The days of associating small hospitals with low-tech facilities are slowly fading in the past. One reason is that the small, including critical access, hospitals (CAHs) are not exempt from the HITECH programs carrots … or sticks. But sometimes being small does mean being resource constrained and, in that environment, doing any kind of rip and replace is often impractical. Washington County Hospital CIO Kim Larkin recently grappled with that challenge and, thanks to some timely vendor M&A, came out on top. To learn more about this fortuitous turn of events, and just how creative small-facility CIOs need to be, healthsystemCIO.com editor Anthony Guerra recently chatted with Larkin.
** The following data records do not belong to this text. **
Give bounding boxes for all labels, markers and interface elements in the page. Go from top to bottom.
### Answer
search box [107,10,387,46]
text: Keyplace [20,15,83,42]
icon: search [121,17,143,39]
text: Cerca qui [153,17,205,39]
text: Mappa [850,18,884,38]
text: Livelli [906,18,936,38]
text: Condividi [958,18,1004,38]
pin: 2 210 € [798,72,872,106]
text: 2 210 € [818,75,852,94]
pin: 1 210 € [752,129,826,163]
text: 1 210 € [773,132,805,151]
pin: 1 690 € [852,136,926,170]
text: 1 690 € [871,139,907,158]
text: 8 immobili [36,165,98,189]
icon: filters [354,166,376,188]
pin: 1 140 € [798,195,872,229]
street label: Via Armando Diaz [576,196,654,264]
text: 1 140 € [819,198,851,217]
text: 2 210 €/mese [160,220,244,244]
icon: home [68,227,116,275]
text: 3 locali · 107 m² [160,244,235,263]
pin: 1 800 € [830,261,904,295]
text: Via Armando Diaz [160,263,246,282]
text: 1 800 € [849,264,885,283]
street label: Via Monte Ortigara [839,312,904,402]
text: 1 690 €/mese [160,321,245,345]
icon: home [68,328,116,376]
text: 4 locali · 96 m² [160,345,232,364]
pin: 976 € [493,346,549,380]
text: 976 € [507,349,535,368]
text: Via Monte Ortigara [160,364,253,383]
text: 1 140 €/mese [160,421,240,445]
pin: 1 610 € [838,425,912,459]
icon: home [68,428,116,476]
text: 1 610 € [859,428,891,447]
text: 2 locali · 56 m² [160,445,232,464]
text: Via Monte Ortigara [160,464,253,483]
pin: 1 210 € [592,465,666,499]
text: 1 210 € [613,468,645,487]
… that’s where we really ran in to problems with other vendors. They were unwilling to drop in just their inpatient product into my existing setup here. Now they’d sell me a whole new billing system and clinicals, but they wouldn’t just give me their clinical component and interface it …
We get to keep what we’ve got and now we’ve got someone who has a vested interest in working with the entire product line to convert it into, basically a single database, a single login, a single system that looks and feels the same.
With the whole Meaningful Use regulation coming down the pipeline and all the other things that we needed to be able to do here at Washington County, throwing a whole new financial system on top of everything else … we couldn’t do it, couldn’t do it.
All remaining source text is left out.